Archivmeldung vom 11.10.2013

Bitte beachten Sie, dass die Meldung den Stand der Dinge zum Zeitpunkt ihrer Veröffentlichung am 11.10.2013 wiedergibt. Eventuelle in der Zwischenzeit veränderte Sachverhalte bleiben daher unberücksichtigt.

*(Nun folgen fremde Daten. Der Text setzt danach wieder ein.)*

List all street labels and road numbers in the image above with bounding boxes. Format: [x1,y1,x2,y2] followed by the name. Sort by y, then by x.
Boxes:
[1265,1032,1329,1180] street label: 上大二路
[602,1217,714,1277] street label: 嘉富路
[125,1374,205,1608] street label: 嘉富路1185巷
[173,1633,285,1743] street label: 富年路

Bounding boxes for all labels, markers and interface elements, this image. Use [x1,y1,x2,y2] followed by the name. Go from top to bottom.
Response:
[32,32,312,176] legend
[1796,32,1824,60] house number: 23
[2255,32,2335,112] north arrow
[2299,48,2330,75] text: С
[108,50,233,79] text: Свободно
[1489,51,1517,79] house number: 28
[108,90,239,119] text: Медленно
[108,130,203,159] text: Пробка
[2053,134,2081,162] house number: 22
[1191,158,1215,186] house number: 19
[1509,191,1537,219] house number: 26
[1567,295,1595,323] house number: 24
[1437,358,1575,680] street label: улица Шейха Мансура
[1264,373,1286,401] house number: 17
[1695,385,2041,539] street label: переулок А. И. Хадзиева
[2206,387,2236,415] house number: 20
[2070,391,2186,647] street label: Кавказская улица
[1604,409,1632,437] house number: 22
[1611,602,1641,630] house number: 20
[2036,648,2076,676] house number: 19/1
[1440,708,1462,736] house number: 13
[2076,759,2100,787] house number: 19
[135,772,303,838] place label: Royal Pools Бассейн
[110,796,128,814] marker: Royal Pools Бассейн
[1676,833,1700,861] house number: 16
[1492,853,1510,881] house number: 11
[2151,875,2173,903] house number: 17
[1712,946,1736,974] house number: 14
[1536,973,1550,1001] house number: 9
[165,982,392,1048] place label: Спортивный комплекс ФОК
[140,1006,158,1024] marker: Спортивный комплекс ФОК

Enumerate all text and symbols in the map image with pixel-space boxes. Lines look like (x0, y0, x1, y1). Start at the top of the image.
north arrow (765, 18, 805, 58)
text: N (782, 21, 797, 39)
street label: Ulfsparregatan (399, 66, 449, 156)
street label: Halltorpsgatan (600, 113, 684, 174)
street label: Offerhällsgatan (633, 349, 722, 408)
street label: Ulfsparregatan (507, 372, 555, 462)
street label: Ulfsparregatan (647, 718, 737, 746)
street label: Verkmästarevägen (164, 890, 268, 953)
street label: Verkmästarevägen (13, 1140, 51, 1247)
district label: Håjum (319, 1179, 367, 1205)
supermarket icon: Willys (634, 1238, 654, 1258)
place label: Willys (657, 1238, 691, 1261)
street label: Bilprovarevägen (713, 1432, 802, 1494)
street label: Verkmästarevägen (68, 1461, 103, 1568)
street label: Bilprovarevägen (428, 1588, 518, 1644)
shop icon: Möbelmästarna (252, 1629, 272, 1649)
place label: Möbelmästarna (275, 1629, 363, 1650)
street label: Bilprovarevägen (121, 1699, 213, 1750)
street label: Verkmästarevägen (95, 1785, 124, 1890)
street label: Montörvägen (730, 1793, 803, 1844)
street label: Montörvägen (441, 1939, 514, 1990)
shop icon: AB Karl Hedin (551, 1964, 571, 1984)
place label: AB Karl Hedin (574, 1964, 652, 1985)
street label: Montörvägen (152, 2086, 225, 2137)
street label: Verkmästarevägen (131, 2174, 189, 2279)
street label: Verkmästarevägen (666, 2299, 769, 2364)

Freigeschaltet durch Thorsten Schmitt
Stefan Liebich (2009)
Stefan Liebich (2009)

Foto: User:FRZ
Lizenz: CC-BY-SA-3.0
Die Originaldatei ist hier zu finden.

"Die Zahlen der Internationalen Föderation der Rotkreuz- und Halbmondgesellschaften (IFRC) sind im schlimmsten Sinn des Wortes ein Armutszeugnis für die Politik der EU-Regierungen. Denn während einerseits die Armut steigt, gibt es andererseits immer mehr Millionäre in der EU", so Stefan Liebich, Mitglied des Auswärtigen Ausschusses für die Fraktion DIE LINKE, zu Berichten der IFRC, nach denen 43 Millionen Europäerinnen und Europäer nicht die Möglichkeit haben, sich aus eigenen Mitteln mit Essen zu versorgen und daher Suppenküchen und Spenden benötigen. 120 Millionen seien sogar armutsgefährdet.

Liebich weiter: "Allein in Deutschland ist die Zahl der Millionäre inzwischen auf über eine Million Menschen angestiegen. Nicht Suppenküchen sind die Antwort auf Armut, sondern die Umverteilung des Reichtums. Daher fordern wir für Deutschland einen höheren Spitzensteuersatz, eine Millionärsteuer und eine Vermögensteuer sowie eine europaweite einmalige Vermögensabgabe. Das durch alle erwirtschaftete Vermögen ist ja nicht weniger geworden, im Gegenteil. Es haben nur andere."